Manu Samoa 'under no illusions' ahead of Barbarians clash
2 years ago

Samoa may have had to cancel their end-of-year tour but there’s still one major fixture on the horizon for the island nation, with an exhibition match against the Barbarians at Twickenham for the Killik Cup looming on November 27 as the crescendo to the Autumn Nations Series.

Strict protocols in Samoa – anyone who has contracted Covid isn’t allowed to return to the country for six months – made the tour untenable in its original format and while it’s not an ideal situation, the upcoming clash with the Baabaas will provide head coach Vaovasamanaia Seilala Mapusua with some key intel two years out from the Rugby World Cup in France.

In particular, it will give Mapusua the chance to assess the talent available in the Northern Hemisphere, after getting a good look at the New Zealand, Australia and Samoa-based players who predominantly populated the squad in July.

“Initially when we were planning this game, we were going to use a mix of players from both the Northern and Southern Hemispheres,” Mapusua told RugbyPass from his home in Samoa. “We also wanted to take a larger number of Samoa-based players so that they could be exposed to the next level without all the pressures of a test match. That was the initial plan. Obviously, Covid had other ideas and we haven’t been able to do that.”

Samoa last played during the July test window, where they beat Tonga twice to qualify for the 2023 Rugby World Cup. (Photo by Dave Rowland/Getty Images)

With the fixture being played outside World Rugby’s test windows, Manu Samoa won’t have access to every player they would like but Top 14 and Uniter Rugby Championship clubs have been generous with releasing many of their representatives, ensuring Mapusua still has access to a wide range of top talent, from international newbies to some of the nation’s most experienced players.

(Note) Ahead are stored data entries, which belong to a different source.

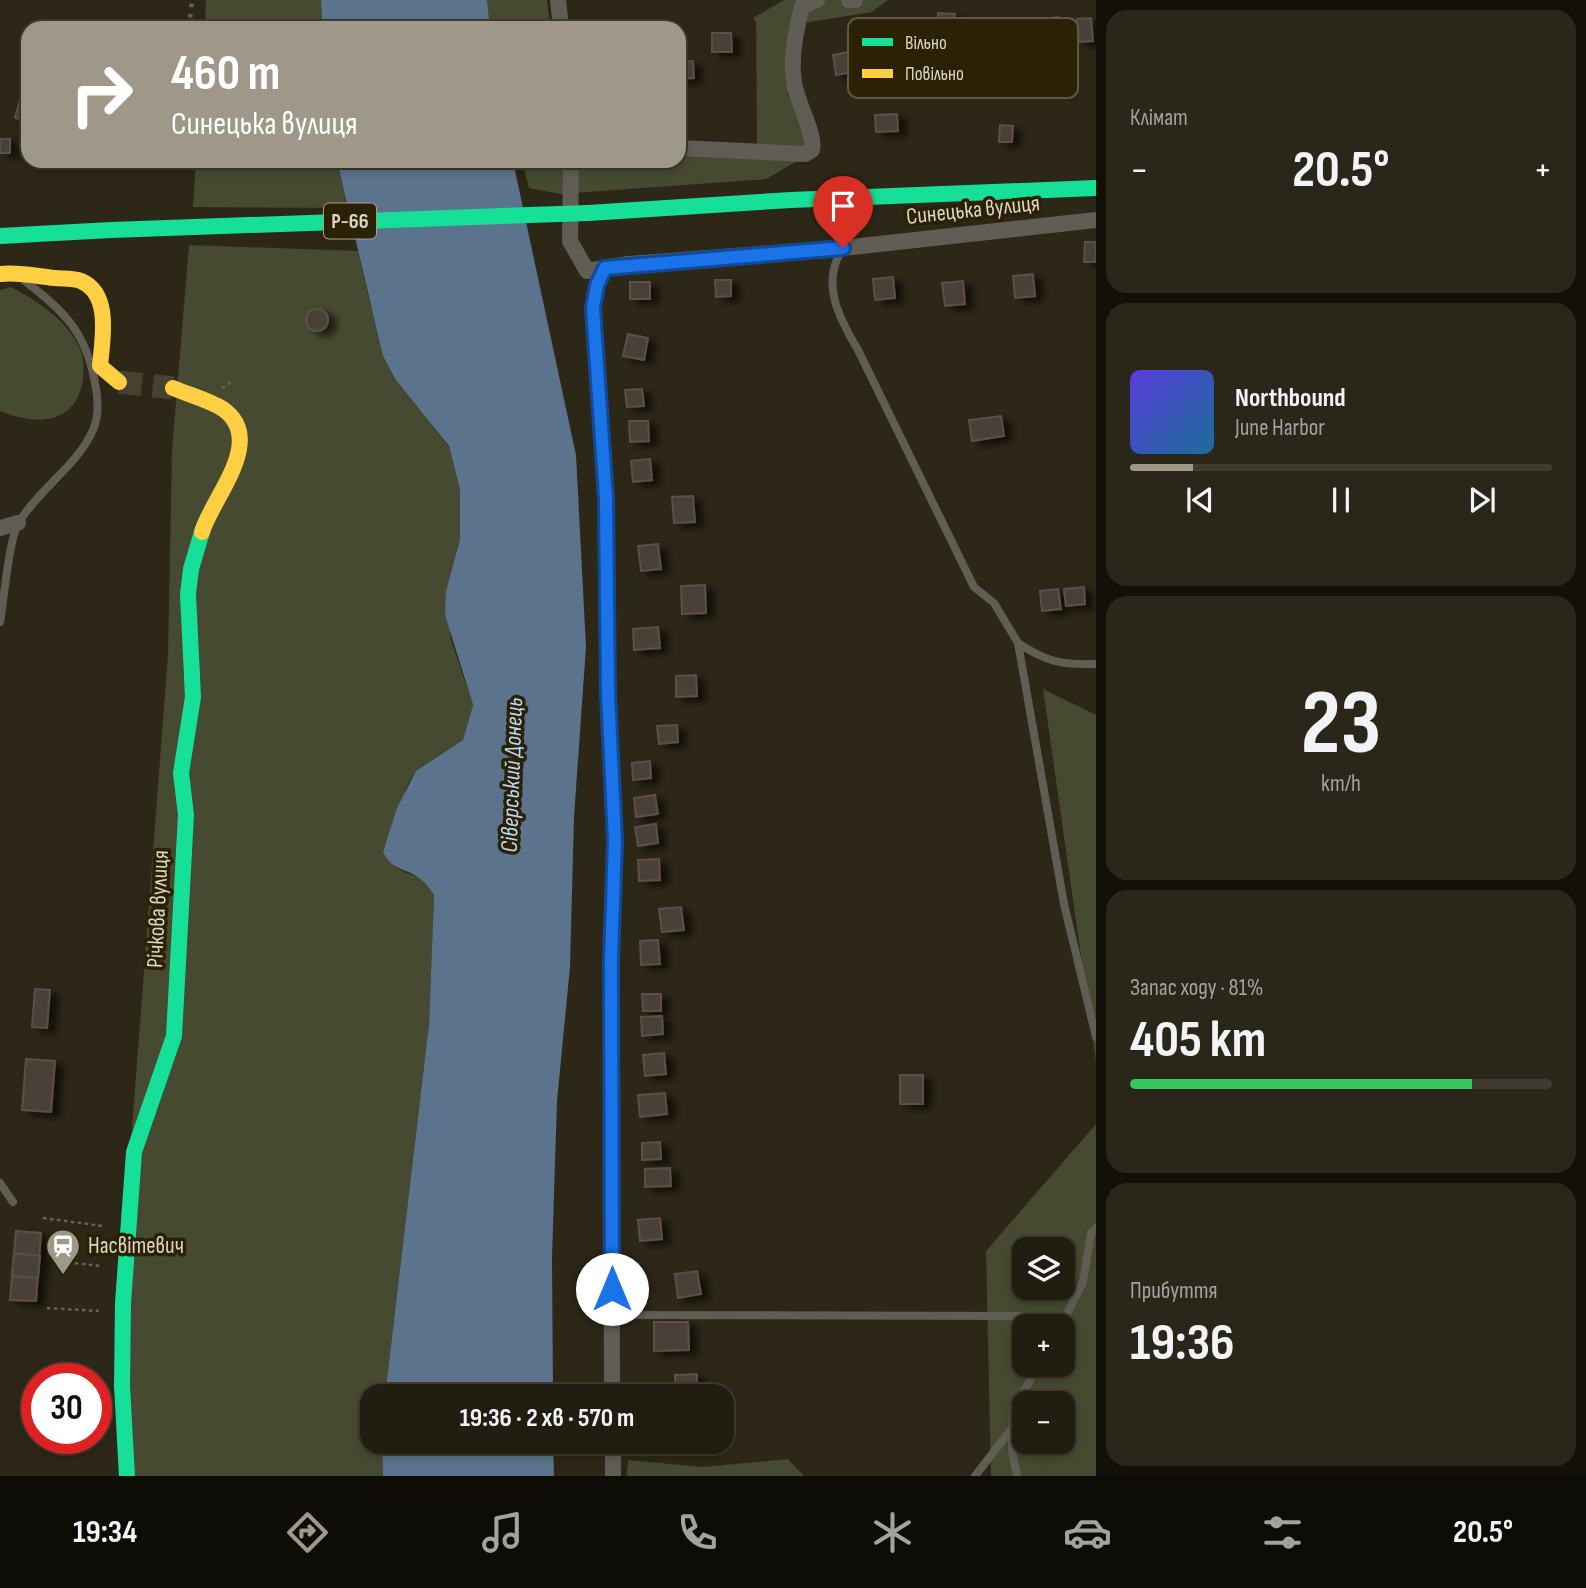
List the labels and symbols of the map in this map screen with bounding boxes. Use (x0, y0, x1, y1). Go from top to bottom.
legend (848, 18, 1078, 98)
text: Вільно (905, 32, 947, 55)
text: Повільно (905, 63, 964, 86)
pin (813, 176, 873, 248)
street label: Синецька вулиця (905, 189, 1041, 231)
road number: Р-66 (324, 204, 376, 238)
water label: Сіверський Донець (495, 697, 529, 853)
street label: Річкова вулиця (141, 849, 175, 969)
station icon: Насвітевич (44, 1227, 82, 1276)
place label: Насвітевич (88, 1232, 184, 1260)
position arrow (575, 1252, 649, 1326)
speed limit sign: 30 (21, 1363, 112, 1454)

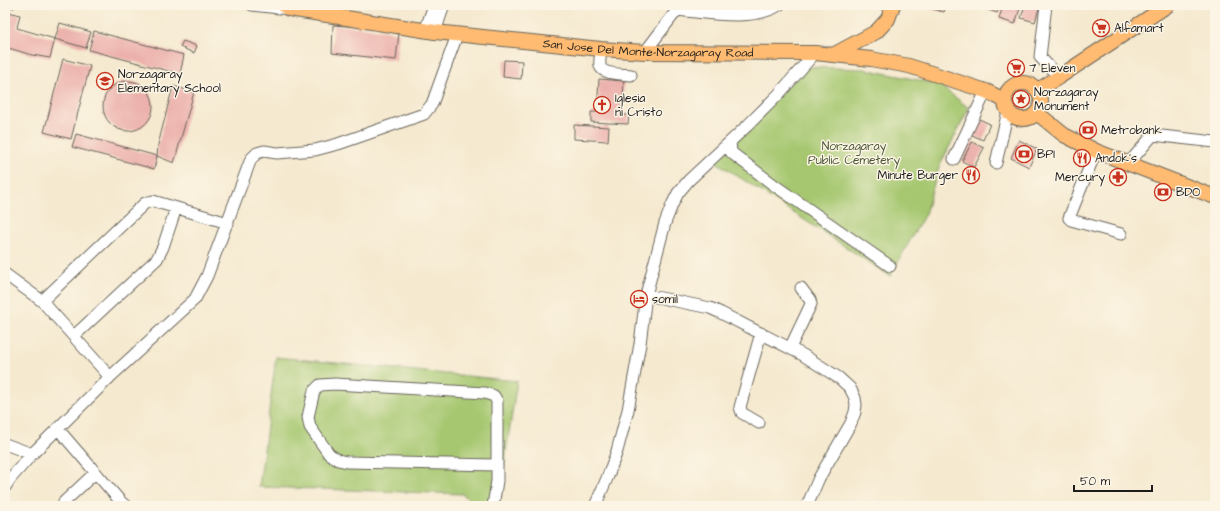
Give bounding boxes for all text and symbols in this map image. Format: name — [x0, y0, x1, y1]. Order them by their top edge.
supermarket icon: Alfamart — [1091, 18, 1111, 38]
place label: Alfamart — [1114, 20, 1164, 37]
street label: San Jose Del Monte-Norzagaray Road — [542, 35, 753, 62]
supermarket icon: 7 Eleven — [1006, 58, 1026, 78]
place label: 7 Eleven — [1029, 60, 1075, 77]
place label: Norzagaray Elementary School — [118, 66, 221, 98]
school or university icon: Norzagaray Elementary School — [95, 71, 115, 91]
place label: Norzagaray Monument — [1034, 84, 1099, 115]
place icon: Norzagaray Monument — [1011, 89, 1031, 109]
place label: Iglesia ni Cristo — [615, 90, 662, 121]
church icon: Iglesia ni Cristo — [592, 95, 612, 115]
bank icon: Metrobank — [1078, 120, 1098, 140]
place label: Metrobank — [1101, 122, 1162, 139]
park label: Norzagaray Public Cemetery — [808, 138, 900, 170]
bank icon: BPI — [1014, 144, 1034, 164]
place label: BPI — [1037, 146, 1055, 163]
restaurant icon: Andok's — [1072, 148, 1092, 168]
place label: Andok's — [1095, 150, 1137, 167]
restaurant icon: Minute Burger — [961, 165, 981, 185]
place label: Minute Burger — [877, 167, 958, 185]
pharmacy icon: Mercury — [1108, 167, 1128, 187]
place label: Mercury — [1055, 169, 1105, 187]
bank icon: BDO — [1153, 182, 1173, 202]
place label: BDO — [1176, 184, 1200, 201]
hotel icon: somil — [629, 289, 649, 309]
place label: somil — [652, 291, 678, 308]
scale bar — [1074, 467, 1152, 493]
text: 50 m — [1080, 473, 1111, 490]

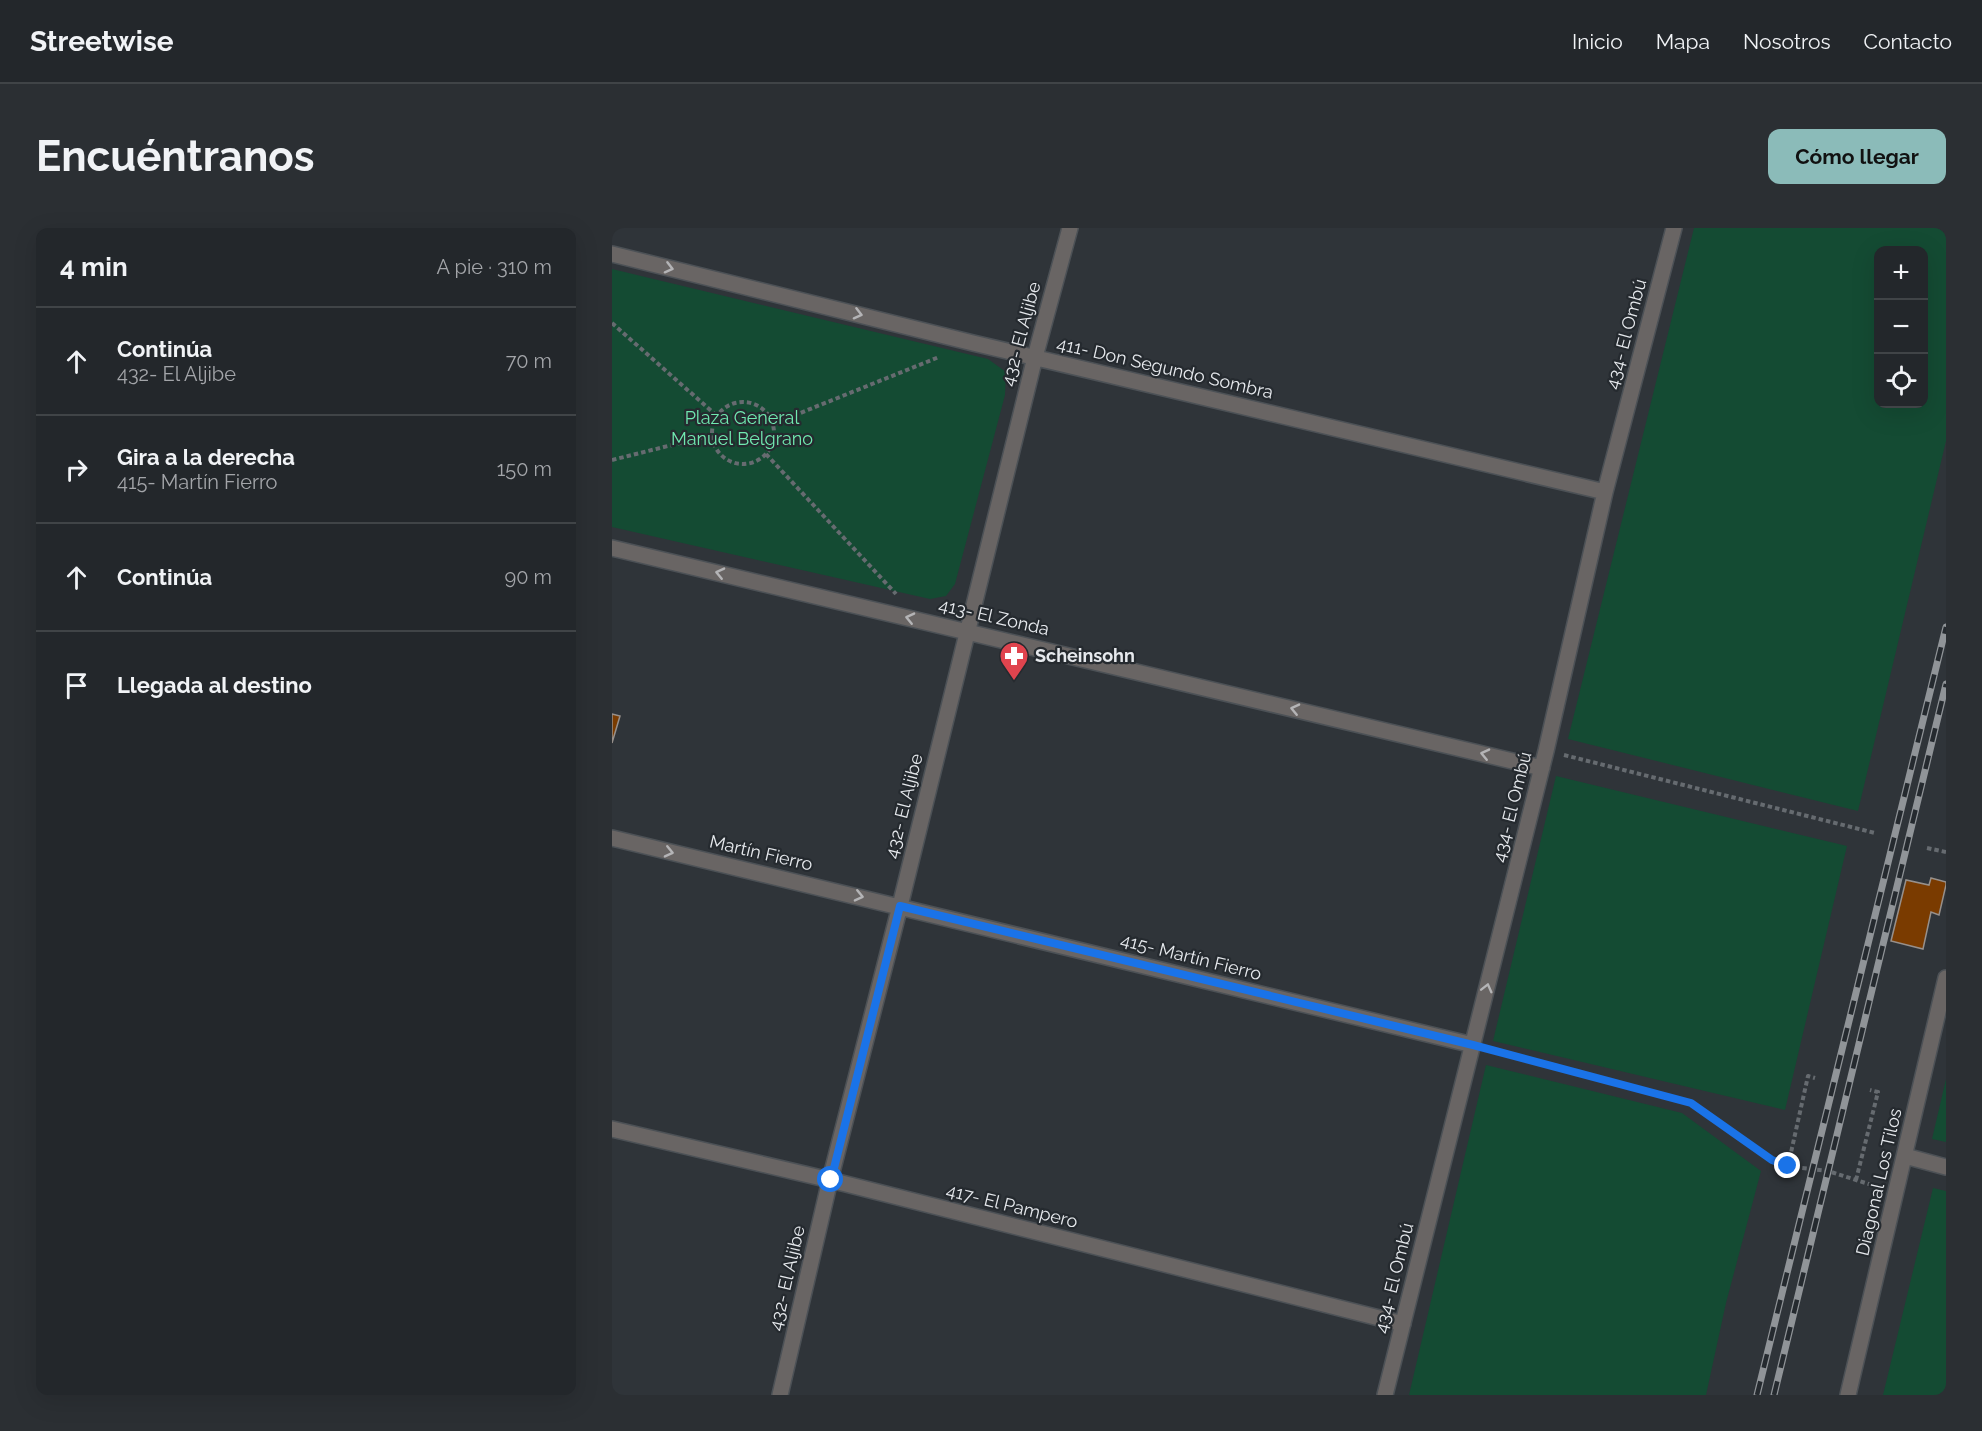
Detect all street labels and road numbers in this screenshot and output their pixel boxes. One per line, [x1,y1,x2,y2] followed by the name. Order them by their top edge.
[1601,277,1650,391] street label: 434- El Ombú
[997,279,1045,388] street label: 432- El Aljibe
[1055,332,1275,403] street label: 411- Don Segundo Sombra
[937,594,1051,639] street label: 413- El Zonda
[1488,749,1535,864] street label: 434- El Ombú
[880,751,927,860] street label: 432- El Aljibe
[708,830,815,875] street label: Martín Fierro
[1118,929,1264,984] street label: 415- Martín Fierro
[1851,1106,1906,1258] street label: Diagonal Los Tilos
[944,1179,1080,1232] street label: 417- El Pampero
[1370,1220,1417,1335] street label: 434- El Ombú
[764,1223,809,1332] street label: 432- El Aljibe

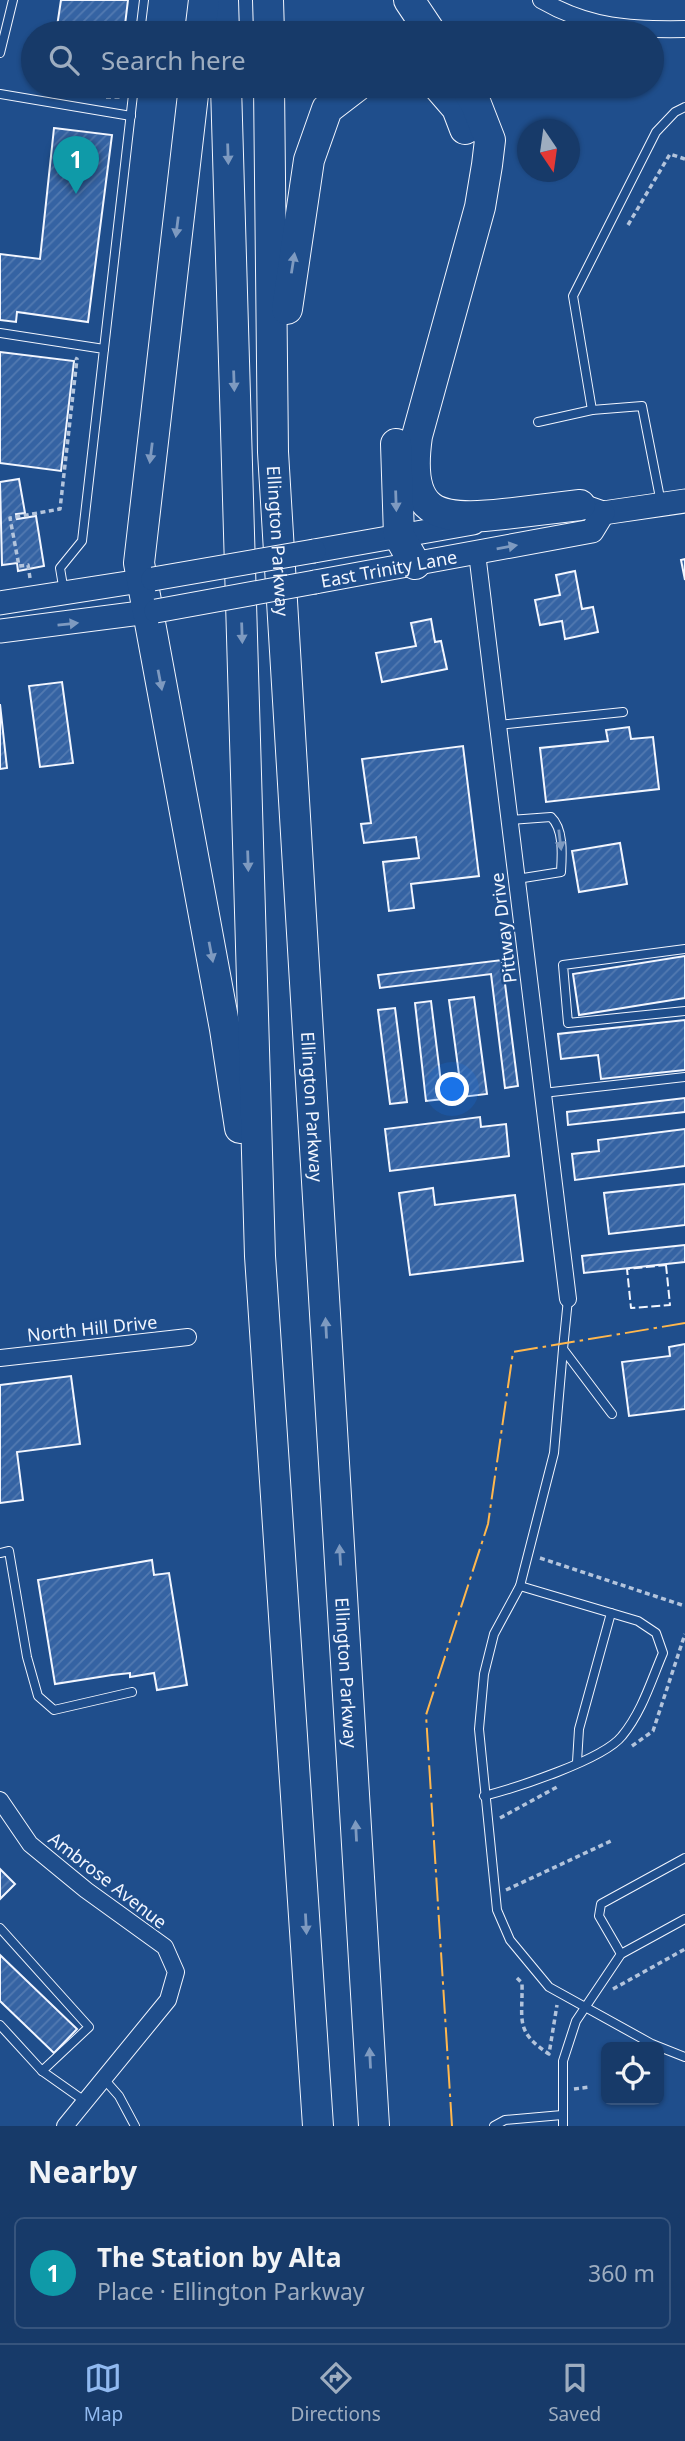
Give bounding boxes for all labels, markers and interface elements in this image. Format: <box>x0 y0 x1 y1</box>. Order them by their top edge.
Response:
search box <box>21 21 664 98</box>
icon: search <box>45 41 83 79</box>
text: Search here <box>101 42 246 78</box>
north arrow <box>517 119 580 182</box>
pin: 1 <box>53 136 99 194</box>
one-way arrow <box>222 143 233 165</box>
one-way arrow <box>172 216 183 238</box>
one-way arrow <box>288 252 299 274</box>
one-way arrow <box>229 371 240 393</box>
one-way arrow <box>145 442 156 464</box>
street label: Ellington Parkway <box>262 465 295 618</box>
one-way arrow <box>391 490 402 512</box>
one-way arrow <box>496 542 518 553</box>
street label: East Trinity Lane <box>319 544 459 593</box>
one-way arrow <box>57 618 79 629</box>
one-way arrow <box>236 623 247 645</box>
one-way arrow <box>155 669 166 691</box>
one-way arrow <box>554 830 565 852</box>
one-way arrow <box>243 850 254 872</box>
street label: Pittway Drive <box>484 871 522 985</box>
one-way arrow <box>205 941 216 963</box>
street label: Ellington Parkway <box>296 1031 329 1184</box>
your location <box>435 1072 469 1106</box>
street label: North Hill Drive <box>26 1309 158 1347</box>
one-way arrow <box>320 1316 331 1338</box>
one-way arrow <box>334 1544 345 1566</box>
street label: Ellington Parkway <box>330 1597 363 1750</box>
one-way arrow <box>351 1820 362 1842</box>
street label: Ambrose Avenue <box>44 1826 172 1934</box>
one-way arrow <box>300 1913 311 1935</box>
map controls <box>601 2042 664 2105</box>
button: locate <box>601 2042 664 2105</box>
one-way arrow <box>364 2047 375 2069</box>
text: Nearby <box>28 2151 137 2192</box>
text: The Station by Alta <box>97 2239 341 2275</box>
text: 1 <box>46 2257 60 2289</box>
text: 360 m <box>588 2257 655 2289</box>
text: Place · Ellington Parkway <box>97 2275 365 2307</box>
tab: Map <box>84 2359 123 2427</box>
tab: Directions <box>291 2359 381 2427</box>
tab: Saved <box>548 2359 601 2427</box>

“Being able to get a lot of those European boys available for this game has been amazing,” Mapusua said.

“There’s been a lot of late nights and early mornings for me, chatting to players, chatting to clubs, coaches, basically pleading with them to allow their players to represent their country. It would’ve been nice to get a few of our leaders from the Premiership involved but that’s not been possible so it’s just where we’re at at the moment.

“It’s meant we’ve had to dig really deep but that’s actually been a positive for us, really being able to populate our depth chart.”

With Mapusua living in Samoa, however, he also won’t be able to travel for the test – nor will any of the regular coaching stuff. As with the players, it means Samoa’s depth will be tested in the coaching department – but that will also have a positive impact in the long-run.

“It’ll be a skeleton crew for that week,” Mapusua said. “Tusi Pisi, Census Johnston, Kane Thompson and Terry Fanolua will basically be doing everything – strength and conditioning as well.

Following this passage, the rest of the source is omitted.